(Records from a collection)
# # # # #
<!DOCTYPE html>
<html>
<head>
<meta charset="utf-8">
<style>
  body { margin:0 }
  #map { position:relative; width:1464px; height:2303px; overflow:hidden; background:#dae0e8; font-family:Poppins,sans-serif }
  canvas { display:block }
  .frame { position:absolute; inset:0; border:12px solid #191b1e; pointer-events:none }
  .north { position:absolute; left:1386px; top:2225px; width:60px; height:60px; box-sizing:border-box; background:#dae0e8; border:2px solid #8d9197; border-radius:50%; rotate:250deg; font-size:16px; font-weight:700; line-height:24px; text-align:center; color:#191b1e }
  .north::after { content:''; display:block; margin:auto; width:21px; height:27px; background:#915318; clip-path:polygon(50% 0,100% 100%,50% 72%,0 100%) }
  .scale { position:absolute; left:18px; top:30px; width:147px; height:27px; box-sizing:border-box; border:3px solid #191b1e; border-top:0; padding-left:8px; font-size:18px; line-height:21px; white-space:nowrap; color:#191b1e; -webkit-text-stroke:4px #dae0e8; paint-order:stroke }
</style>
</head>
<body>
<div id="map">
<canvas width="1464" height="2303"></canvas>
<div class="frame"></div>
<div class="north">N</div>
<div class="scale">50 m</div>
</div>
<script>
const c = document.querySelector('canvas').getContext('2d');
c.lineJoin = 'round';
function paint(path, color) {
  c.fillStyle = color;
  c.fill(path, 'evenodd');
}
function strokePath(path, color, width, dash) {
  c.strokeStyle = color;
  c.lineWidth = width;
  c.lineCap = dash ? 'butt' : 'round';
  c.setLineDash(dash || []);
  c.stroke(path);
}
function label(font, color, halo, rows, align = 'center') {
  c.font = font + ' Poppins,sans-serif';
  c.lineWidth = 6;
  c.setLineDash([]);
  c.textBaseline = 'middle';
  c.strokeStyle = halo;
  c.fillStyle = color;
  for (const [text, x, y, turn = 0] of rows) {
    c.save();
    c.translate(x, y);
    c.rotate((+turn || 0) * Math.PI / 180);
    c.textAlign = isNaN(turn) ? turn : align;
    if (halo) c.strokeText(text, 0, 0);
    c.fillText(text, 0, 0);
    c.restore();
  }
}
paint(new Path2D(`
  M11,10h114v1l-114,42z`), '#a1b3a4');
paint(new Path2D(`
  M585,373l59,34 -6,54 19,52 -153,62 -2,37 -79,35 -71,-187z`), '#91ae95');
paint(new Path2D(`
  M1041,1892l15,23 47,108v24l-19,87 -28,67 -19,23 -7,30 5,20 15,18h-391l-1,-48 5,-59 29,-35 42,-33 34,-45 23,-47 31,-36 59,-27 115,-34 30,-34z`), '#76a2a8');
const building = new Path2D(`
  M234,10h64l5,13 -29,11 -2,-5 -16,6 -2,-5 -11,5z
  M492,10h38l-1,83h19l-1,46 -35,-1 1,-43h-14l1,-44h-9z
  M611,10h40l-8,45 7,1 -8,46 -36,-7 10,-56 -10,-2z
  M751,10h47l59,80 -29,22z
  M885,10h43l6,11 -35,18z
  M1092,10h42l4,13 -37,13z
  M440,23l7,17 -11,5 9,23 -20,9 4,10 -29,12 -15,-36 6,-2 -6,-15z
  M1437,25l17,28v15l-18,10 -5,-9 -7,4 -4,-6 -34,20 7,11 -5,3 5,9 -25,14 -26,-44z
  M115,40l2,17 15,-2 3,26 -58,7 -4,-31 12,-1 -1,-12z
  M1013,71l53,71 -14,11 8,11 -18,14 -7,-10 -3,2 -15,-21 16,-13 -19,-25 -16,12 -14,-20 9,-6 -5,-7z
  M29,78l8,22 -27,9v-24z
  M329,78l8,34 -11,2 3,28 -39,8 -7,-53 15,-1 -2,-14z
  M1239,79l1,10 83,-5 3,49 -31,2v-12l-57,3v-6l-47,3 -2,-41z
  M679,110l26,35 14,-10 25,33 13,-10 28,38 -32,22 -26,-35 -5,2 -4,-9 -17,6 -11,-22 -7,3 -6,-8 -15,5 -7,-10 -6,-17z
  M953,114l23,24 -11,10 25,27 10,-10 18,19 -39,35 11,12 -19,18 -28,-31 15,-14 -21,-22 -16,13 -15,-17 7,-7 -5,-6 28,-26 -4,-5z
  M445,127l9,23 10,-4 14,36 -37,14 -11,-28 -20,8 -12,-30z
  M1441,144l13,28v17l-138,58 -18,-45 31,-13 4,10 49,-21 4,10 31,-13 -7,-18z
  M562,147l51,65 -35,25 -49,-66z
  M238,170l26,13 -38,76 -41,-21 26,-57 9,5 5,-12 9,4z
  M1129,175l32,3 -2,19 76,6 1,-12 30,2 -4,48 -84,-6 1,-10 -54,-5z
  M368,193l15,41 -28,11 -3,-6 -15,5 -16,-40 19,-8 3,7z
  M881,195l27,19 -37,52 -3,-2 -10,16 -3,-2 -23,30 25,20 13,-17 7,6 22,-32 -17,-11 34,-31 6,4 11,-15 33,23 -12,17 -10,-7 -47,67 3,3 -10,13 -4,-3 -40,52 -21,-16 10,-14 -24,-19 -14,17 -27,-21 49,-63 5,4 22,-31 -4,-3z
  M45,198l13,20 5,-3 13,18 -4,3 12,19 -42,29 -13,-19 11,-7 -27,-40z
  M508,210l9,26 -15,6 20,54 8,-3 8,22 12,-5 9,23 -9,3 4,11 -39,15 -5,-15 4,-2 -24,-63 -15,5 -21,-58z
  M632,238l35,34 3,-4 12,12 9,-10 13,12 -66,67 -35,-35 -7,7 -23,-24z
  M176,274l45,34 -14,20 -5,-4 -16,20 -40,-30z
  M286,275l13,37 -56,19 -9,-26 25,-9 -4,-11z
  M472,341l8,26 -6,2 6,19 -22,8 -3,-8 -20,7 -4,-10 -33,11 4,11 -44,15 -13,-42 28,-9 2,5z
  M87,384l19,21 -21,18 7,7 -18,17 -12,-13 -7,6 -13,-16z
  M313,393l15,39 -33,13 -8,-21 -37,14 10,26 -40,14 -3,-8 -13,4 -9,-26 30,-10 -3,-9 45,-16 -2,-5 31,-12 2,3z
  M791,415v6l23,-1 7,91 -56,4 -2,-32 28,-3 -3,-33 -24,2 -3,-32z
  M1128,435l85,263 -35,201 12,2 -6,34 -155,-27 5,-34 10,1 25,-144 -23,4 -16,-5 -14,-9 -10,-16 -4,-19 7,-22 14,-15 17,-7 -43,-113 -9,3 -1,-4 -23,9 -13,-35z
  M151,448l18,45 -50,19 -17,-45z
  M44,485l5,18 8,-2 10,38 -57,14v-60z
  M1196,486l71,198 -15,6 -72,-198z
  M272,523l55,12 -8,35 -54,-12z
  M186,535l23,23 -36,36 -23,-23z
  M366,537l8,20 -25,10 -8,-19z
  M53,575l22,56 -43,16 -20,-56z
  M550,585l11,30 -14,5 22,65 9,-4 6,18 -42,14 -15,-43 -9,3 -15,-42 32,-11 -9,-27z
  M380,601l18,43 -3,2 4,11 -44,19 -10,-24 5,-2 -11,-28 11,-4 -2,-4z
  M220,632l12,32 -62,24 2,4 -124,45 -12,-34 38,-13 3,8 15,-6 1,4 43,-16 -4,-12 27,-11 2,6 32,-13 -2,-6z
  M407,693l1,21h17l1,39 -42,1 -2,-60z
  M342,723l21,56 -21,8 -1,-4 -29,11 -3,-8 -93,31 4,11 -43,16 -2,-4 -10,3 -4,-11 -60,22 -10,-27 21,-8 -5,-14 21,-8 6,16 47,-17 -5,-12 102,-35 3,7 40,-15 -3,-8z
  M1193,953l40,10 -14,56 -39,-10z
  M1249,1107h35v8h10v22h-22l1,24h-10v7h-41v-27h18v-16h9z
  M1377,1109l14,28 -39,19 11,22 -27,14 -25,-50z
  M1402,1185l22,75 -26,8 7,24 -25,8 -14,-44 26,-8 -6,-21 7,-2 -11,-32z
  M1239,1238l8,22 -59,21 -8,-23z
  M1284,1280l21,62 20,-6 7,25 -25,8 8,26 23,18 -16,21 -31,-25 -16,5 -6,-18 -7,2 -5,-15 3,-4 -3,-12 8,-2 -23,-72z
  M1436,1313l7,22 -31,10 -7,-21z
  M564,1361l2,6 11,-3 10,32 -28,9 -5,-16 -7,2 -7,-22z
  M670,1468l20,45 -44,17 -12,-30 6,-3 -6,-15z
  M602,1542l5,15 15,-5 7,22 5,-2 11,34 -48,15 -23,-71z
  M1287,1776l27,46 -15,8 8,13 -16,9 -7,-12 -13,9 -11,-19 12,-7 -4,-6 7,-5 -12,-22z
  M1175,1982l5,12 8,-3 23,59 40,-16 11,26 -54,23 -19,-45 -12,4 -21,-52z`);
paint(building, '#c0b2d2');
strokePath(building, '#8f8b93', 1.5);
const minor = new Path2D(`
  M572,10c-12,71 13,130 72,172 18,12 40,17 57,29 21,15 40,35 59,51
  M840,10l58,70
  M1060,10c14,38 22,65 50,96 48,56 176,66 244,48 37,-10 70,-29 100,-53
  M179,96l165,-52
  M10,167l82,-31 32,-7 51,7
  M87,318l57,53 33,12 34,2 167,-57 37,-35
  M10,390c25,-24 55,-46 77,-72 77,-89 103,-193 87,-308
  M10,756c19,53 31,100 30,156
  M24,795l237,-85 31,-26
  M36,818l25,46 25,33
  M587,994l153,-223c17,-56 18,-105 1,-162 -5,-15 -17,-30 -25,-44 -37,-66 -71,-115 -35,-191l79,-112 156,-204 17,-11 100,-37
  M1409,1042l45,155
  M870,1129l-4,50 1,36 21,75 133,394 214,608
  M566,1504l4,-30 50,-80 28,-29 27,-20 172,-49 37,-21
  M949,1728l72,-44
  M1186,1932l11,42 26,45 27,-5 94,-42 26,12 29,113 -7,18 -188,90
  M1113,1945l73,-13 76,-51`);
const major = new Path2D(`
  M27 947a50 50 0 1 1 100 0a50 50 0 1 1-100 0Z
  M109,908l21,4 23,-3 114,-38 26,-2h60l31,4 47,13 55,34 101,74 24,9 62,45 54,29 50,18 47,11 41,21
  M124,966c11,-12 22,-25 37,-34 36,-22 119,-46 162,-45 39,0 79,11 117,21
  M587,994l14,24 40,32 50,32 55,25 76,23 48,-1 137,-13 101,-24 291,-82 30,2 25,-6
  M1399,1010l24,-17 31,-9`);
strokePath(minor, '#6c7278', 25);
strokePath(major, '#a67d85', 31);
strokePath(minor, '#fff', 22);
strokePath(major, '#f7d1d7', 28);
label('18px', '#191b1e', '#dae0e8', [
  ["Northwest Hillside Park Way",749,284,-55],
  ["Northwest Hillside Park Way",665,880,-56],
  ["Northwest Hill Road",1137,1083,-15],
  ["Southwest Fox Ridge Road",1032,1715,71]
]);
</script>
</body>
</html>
# # # # #
=== Goal of the exercise ===
The lines running from the start of the data through the one that contains "position:absolute; left:1386px; top:2225px;" should be reproduced exactly, and only those.

=== Result ===
<!DOCTYPE html>
<html>
<head>
<meta charset="utf-8">
<style>
  body { margin:0 }
  #map { position:relative; width:1464px; height:2303px; overflow:hidden; background:#dae0e8; font-family:Poppins,sans-serif }
  canvas { display:block }
  .frame { position:absolute; inset:0; border:12px solid #191b1e; pointer-events:none }
  .north { position:absolute; left:1386px; top:2225px; width:60px; height:60px; box-sizing:border-box; background:#dae0e8; border:2px solid #8d9197; border-radius:50%; rotate:250deg; font-size:16px; font-weight:700; line-height:24px; text-align:center; color:#191b1e }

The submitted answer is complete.